The players accused of the alleged rape or sexual assault of a woman at Auckland's Hilton Hotel last weekend deny the accusations and have refused to be interviewed by detectives after taking legal advice.
A leading criminal lawyer supported their stand, saying it would have been foolish for them to have agreed to talk to police at this early stage.
Nigel Hampton QC said no charges have been laid, and police were still to take a formal statement from the alleged victim yesterday.
Police spokeswoman Noreen Hegarty said the victim had made the allegations to police herself.
There was no reason to detain or restrict the movements of any of the English players and what may or may not unfold in future was speculation.
"Certainly, if some time down the track there is some formal statement made, there would be another approach from police to speak to the people at the centre of the complaint."
The English rugby team said it had "positive dialogue" with Auckland police but the players were not prepared to speak to them in the absence of a formal complaint.

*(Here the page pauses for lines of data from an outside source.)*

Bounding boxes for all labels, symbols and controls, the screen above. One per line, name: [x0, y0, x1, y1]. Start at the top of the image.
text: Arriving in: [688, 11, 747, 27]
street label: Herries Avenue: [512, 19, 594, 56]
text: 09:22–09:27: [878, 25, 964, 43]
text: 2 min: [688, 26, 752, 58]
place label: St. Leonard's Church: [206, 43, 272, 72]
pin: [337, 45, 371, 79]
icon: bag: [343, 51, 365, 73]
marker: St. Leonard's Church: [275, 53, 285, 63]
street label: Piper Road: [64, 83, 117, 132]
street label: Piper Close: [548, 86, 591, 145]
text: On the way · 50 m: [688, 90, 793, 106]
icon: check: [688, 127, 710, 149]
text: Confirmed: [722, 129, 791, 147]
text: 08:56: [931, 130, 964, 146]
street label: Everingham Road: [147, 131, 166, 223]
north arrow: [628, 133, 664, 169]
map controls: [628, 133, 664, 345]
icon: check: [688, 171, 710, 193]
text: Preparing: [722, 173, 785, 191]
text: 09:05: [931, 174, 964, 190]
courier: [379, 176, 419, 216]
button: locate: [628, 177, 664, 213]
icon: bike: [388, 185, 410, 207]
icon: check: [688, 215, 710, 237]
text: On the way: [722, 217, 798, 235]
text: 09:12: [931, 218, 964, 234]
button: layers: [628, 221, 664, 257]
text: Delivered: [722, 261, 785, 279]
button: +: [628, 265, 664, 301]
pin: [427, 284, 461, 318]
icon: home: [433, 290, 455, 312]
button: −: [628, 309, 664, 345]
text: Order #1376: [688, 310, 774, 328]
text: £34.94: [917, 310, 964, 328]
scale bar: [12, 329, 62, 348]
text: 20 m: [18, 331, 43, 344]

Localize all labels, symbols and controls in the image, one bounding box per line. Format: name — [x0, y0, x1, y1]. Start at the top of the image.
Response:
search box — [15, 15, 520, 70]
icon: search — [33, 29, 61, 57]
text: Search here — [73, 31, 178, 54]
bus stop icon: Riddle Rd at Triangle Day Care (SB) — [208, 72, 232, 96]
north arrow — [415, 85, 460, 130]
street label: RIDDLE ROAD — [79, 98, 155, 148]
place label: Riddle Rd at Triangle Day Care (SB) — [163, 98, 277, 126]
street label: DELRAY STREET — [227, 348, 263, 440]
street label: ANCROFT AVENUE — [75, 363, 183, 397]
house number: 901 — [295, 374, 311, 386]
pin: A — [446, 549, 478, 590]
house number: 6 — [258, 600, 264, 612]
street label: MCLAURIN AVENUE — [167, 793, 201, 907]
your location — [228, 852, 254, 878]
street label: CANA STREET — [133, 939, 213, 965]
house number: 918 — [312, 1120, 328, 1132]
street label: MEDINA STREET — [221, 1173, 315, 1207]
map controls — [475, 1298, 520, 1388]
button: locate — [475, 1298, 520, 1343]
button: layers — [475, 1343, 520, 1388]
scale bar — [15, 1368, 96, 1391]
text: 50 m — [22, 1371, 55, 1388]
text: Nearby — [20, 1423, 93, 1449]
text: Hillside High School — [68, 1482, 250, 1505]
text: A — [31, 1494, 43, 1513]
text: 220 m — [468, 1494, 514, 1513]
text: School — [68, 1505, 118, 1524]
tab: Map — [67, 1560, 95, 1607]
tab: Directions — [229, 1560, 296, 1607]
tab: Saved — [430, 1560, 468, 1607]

"The England squad fully understands the frustration felt by many members of the public and the media regarding the lack of information the squad have been able to provide," a spokesman said.
"We hope it is understood that in the context of an ongoing police investigation this is a difficult time for all concerned and when it is appropriate to do so, further comment will be made."
Mr Hampton said it was reasonable for the English players to exercise their legal right to refuse to speak to police, especially when police did not have a formal statement from their accuser.